Les dons prêtés au trèfle à quatre feuilles relèvent principalement de son caractère exceptionnel : il en pousse environ un pour 10 OOO à trois feuilles. Déjà, en Gaule, les druides lui attribuaient le pouvoir de démasquer les démons.
Dans quasiment toutes les cultures, le trèfle à quatre feuilles - il est plus juste de dire à quatre « folioles », les lobes de cette plante vivace composant en réalité une seule et même feuille - est le talisman naturel le plus ardemment recherché. Son cousin le trèfle commun ou trèfle blanc (trifolium repens), avec ses trois feuilles si banales, a lui-même été paré de bien des vertus par de nombreuses civilisations
Les Grecs lui attribuent le pouvoir de guérir les morsures de serpent ou de scorpion ; les chrétiens en font une illustration de la Sainte-Trinité au moyen duquel saint Patrick aurait expliqué les mystères de ce dogme au roi d’Irlande Aengus, marquant ainsi le début de sa conversion et l’adoption du trèfle comme symbole national.

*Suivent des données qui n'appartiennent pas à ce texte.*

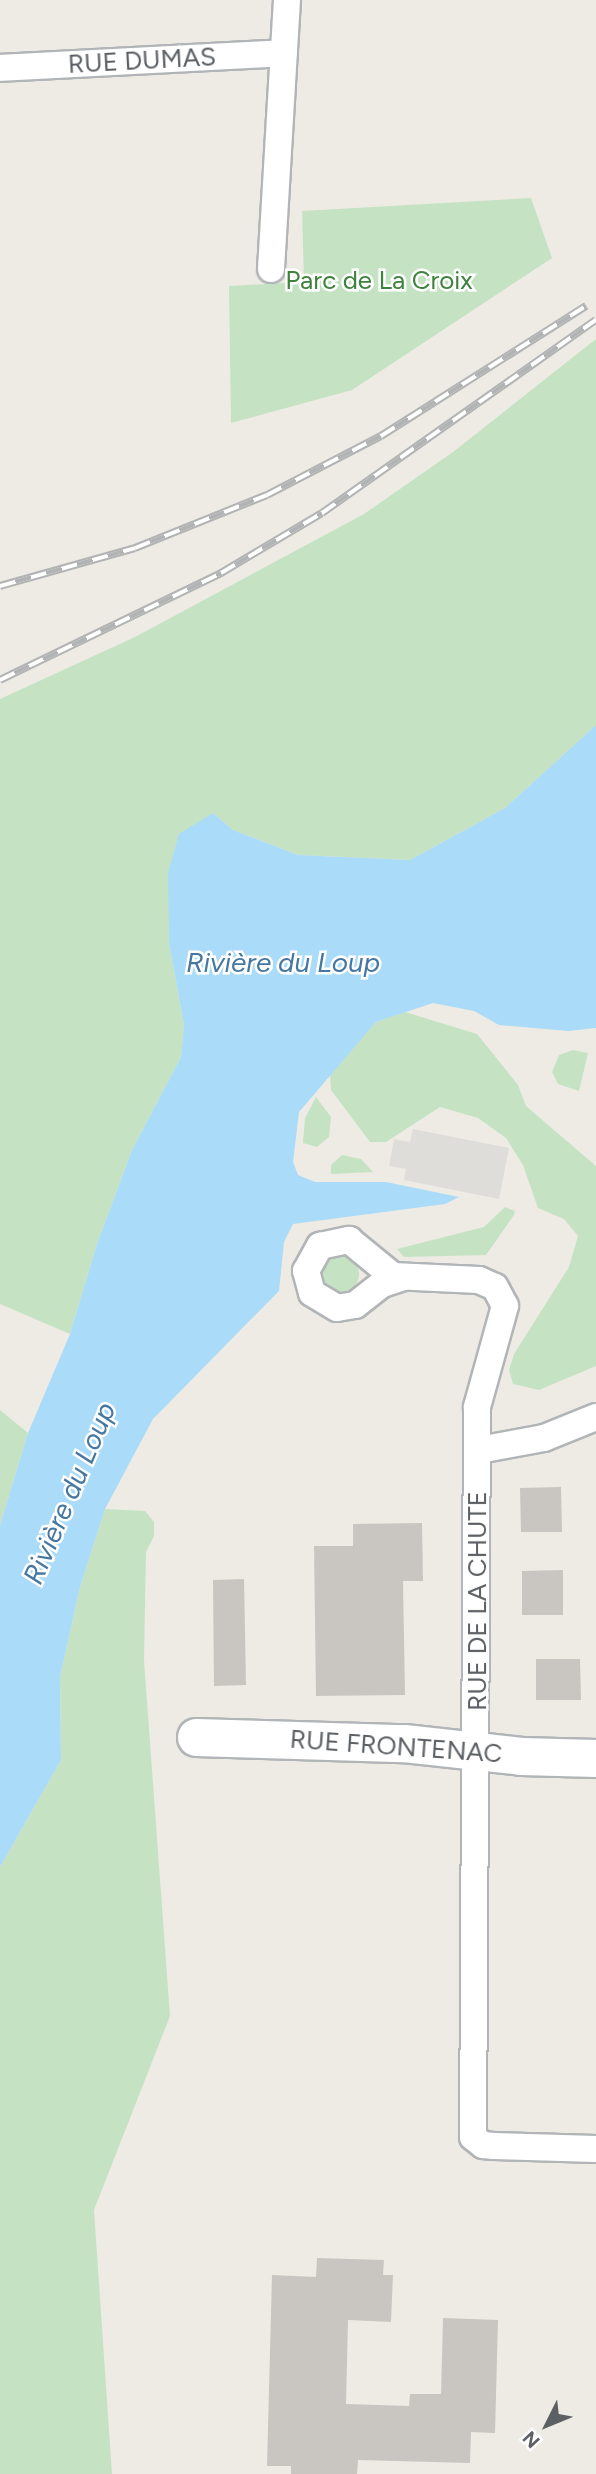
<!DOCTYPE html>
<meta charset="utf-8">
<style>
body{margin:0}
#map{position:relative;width:596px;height:2474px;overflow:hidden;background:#edebe4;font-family:Figtree,sans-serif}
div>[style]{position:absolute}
.industrial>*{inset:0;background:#dfddd9}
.green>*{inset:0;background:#c5e3c3}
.round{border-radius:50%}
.water>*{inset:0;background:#aadbf8}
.building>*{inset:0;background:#c9c6c2}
.roads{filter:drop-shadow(2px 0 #b2b5b8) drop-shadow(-2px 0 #b2b5b8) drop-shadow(0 2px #b2b5b8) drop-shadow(0 -2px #b2b5b8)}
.street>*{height:26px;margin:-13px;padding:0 13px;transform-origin:13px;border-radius:13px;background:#fff}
.secondary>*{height:37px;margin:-18.5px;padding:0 18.5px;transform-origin:18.5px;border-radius:18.5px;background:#fff}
.rail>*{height:8px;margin-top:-4px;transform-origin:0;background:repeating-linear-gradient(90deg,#fff 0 16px,#b2b3b4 0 32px);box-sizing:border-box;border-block:2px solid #b2b3b4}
span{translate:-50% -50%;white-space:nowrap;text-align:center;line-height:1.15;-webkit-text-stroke:5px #fff;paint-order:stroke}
.street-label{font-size:26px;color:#5c6064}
.park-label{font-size:26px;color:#3e823d}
.water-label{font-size:28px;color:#4677a0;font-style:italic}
.north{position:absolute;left:512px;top:2390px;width:70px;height:70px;-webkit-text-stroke:5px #fff;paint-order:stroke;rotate:227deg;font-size:19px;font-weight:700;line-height:28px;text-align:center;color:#5c6064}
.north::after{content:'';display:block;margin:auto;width:24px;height:32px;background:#5c6064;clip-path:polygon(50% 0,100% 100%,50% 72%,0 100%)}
</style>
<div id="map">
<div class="industrial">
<i style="clip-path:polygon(413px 1129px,509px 1148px,499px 1199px,404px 1180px,406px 1169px,389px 1166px,394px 1139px,410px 1142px)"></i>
</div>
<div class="green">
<i style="clip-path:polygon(531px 198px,552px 258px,352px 390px,231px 423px,229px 286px,304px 282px,302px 211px)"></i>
<i style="clip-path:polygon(596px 339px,596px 725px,505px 808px,410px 860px,298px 855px,233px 830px,213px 813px,169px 943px,184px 1025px,181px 1057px,132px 1150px,97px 1244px,70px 1334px,0 1304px,0 699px,135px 637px,364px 514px,453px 452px)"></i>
<i style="clip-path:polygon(405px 1012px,477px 1034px,518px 1085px,526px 1106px,596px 1166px,596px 1366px,539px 1390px,513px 1384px,509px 1370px,514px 1354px,569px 1267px,578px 1236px,564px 1219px,538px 1208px,523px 1165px,506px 1138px,478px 1118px,440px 1107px,386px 1142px,370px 1142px,331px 1090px,330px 1074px,376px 1022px)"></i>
<i style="clip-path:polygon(573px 1050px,588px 1053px,579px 1091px,558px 1084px,552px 1072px,559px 1055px)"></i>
<i style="clip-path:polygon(316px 1097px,331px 1117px,329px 1137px,317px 1147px,303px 1143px,305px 1118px)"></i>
<i style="clip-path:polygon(342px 1155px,361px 1159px,373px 1172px,331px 1174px,331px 1165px)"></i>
<i style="clip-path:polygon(505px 1207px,515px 1211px,514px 1215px,486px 1255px,404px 1257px,397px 1249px,484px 1227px)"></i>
<i class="round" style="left:323px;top:1256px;width:36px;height:36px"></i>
<i style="clip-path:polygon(0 1410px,28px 1433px,0 1525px)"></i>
<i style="clip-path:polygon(105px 1509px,145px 1511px,154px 1522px,154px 1536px,146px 1552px,144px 1660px,170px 2016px,94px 2210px,112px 2474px,0 2474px,0 1867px,61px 1760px,60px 1677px,80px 1587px)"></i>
</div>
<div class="water">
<i style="clip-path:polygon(596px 725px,596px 1028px,568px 1031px,499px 1025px,474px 1011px,433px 1003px,376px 1022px,299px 1112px,293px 1162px,298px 1175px,315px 1182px,386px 1182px,459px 1197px,445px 1204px,293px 1224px,284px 1242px,279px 1291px,153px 1419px,105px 1509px,80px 1587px,60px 1677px,61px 1760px,0 1867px,0 1525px,28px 1433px,70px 1334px,97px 1244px,132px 1150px,181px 1057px,184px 1025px,169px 943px,168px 873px,179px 834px,213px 813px,233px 830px,298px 855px,410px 860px,505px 808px)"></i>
</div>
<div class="building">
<i style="clip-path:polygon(561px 1487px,562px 1532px,521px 1532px,520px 1488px)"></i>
<i style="clip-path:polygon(422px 1523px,423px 1581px,403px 1581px,405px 1695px,316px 1696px,314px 1546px,353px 1546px,353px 1524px)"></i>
<i style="clip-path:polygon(563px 1570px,563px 1615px,522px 1615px,522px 1571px)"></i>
<i style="clip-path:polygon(244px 1579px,246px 1685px,214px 1686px,213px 1580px)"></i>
<i style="clip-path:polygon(536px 1659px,580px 1659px,581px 1700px,536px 1700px)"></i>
<i style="clip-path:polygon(317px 2258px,384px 2260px,383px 2275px,393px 2275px,391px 2322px,348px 2320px,346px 2404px,409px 2406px,410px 2394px,441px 2394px,443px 2318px,498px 2320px,495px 2433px,471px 2432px,470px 2463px,358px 2460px,357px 2474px,291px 2474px,291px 2466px,267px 2466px,272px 2275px,316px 2277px)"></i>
</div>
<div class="roads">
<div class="street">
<i style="left:0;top:68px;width:284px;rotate:-3deg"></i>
<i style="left:271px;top:269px;width:269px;rotate:-86.6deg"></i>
<i style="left:401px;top:1278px;width:20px;rotate:162deg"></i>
<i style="left:382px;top:1284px;width:34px;rotate:142deg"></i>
<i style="left:355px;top:1305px;width:18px;rotate:171deg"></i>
<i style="left:337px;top:1308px;width:29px;rotate:-149deg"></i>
<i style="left:312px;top:1293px;width:23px;rotate:-105deg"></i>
<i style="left:306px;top:1271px;width:29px;rotate:-61deg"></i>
<i style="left:320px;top:1246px;width:30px;rotate:-12deg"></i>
<i style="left:349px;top:1240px;width:57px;rotate:39.3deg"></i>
<i style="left:393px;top:1276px;width:86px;rotate:2.7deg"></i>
<i style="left:479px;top:1280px;width:17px;rotate:24deg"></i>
<i style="left:495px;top:1287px;width:21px;rotate:62deg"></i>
<i style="left:505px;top:1306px;width:105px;rotate:105.5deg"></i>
<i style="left:477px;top:1407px;width:730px;rotate:90.31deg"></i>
<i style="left:473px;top:2137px;width:13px;rotate:39deg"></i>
<i style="left:483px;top:2145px;width:11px;rotate:5deg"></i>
<i style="left:494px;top:2146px;width:102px;rotate:1.7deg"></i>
<i style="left:479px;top:1450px;width:66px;rotate:-10.5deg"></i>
<i style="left:544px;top:1438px;width:56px;rotate:-22deg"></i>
</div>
<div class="secondary">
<i style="left:196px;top:1737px;width:208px;rotate:1.7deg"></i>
<i style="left:404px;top:1743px;width:118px;rotate:6.3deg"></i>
<i style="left:521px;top:1756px;width:75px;rotate:1.5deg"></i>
</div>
</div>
<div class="rail">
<i style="left:0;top:586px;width:140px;rotate:-15.7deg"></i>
<i style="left:135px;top:548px;width:142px;rotate:-21.9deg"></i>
<i style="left:267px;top:495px;width:128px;rotate:-27.4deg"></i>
<i style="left:381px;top:436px;width:243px;rotate:-32.4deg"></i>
<i style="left:0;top:680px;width:246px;rotate:-25.8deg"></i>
<i style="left:221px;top:573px;width:117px;rotate:-30.7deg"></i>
<i style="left:322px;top:513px;width:335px;rotate:-35.2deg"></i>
</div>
<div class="street-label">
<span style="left:142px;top:61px;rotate:-3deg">RUE DUMAS</span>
<span style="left:478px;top:1601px;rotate:-90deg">RUE DE LA CHUTE</span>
<span style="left:396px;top:1747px;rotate:4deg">RUE FRONTENAC</span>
</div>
<div class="park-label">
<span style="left:379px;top:281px">Parc de La Croix</span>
</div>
<div class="water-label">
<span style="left:283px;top:962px">Rivière du Loup</span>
<span style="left:69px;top:1493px;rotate:-67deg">Rivière du Loup</span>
</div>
<div class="north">N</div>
</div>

Alors que dire du quadrifolium, né d’une mutation génétique très rare du trèfle blanc ? Il pousse un trèfle à quatre feuilles pour environ 19 000 à trois feuilles — les trèfles à cinq, six feuilles, voire plus, tel celui à 56 feuilles découvert au Japon en 2009, qui résultent également de mutations, sont encore plus rares.
C’est son caractère exceptionnel qui lui donne toute sa valeur: découvrir un trèfle à quatre feuilles relève d’un coup de chance et, en bonne logique, celui-ci devient un porte-bonheur prisé depuis des millénaires.
Ainsi, en Gaule, les druides le recherchent-ils au cours de la cueillette sacrée du gui, car ils lui attribuent le pouvoir d’aider à démasquer les démons. Au XIX° siècle, de nombreuses traditions locales témoignent encore en France de cette lointaine croyance païenne, dent elles perpétuent l’héritage: en Bretagne, le trèfle à quatre feuilles préserve du diable, en Lorraine, il éloigne les spectres, ailleurs, il assure la richesse ou fait gagner les procès.
La religion chrétienne s’est elle-même emparée du symbole. Aux trois premières feuilles, elle a associé les vertus théologales, celles dont l’homme doit faire preuve dans son rapport au monde et à Dieu : la foi, l’espérance et l’amour ; à la quatrième feuille est attachée la chance. »
Bientôt en vente partout.
Si certains collectionneurs se vantent d’avoir découvert des milliers de trèfles à quatre feuilles au cours de leurs balades le nez dans le gazon, leurs efforts pourraient être bientôt ruinés par les progrès de la science.
En 2010, des chercheurs de l’université de Géorgie, aux États-Unis, ont affirmé avoir identifié le gène responsable de la mutation du trèfle ordinaire.
Quelques manipulations génétiques plus tard, les trèfles à quatre feuilles pourraient donc bientôt se trouver en vente libre chez n’importe quel pépiniériste... mettant le bonheur à la portée tout un chacun.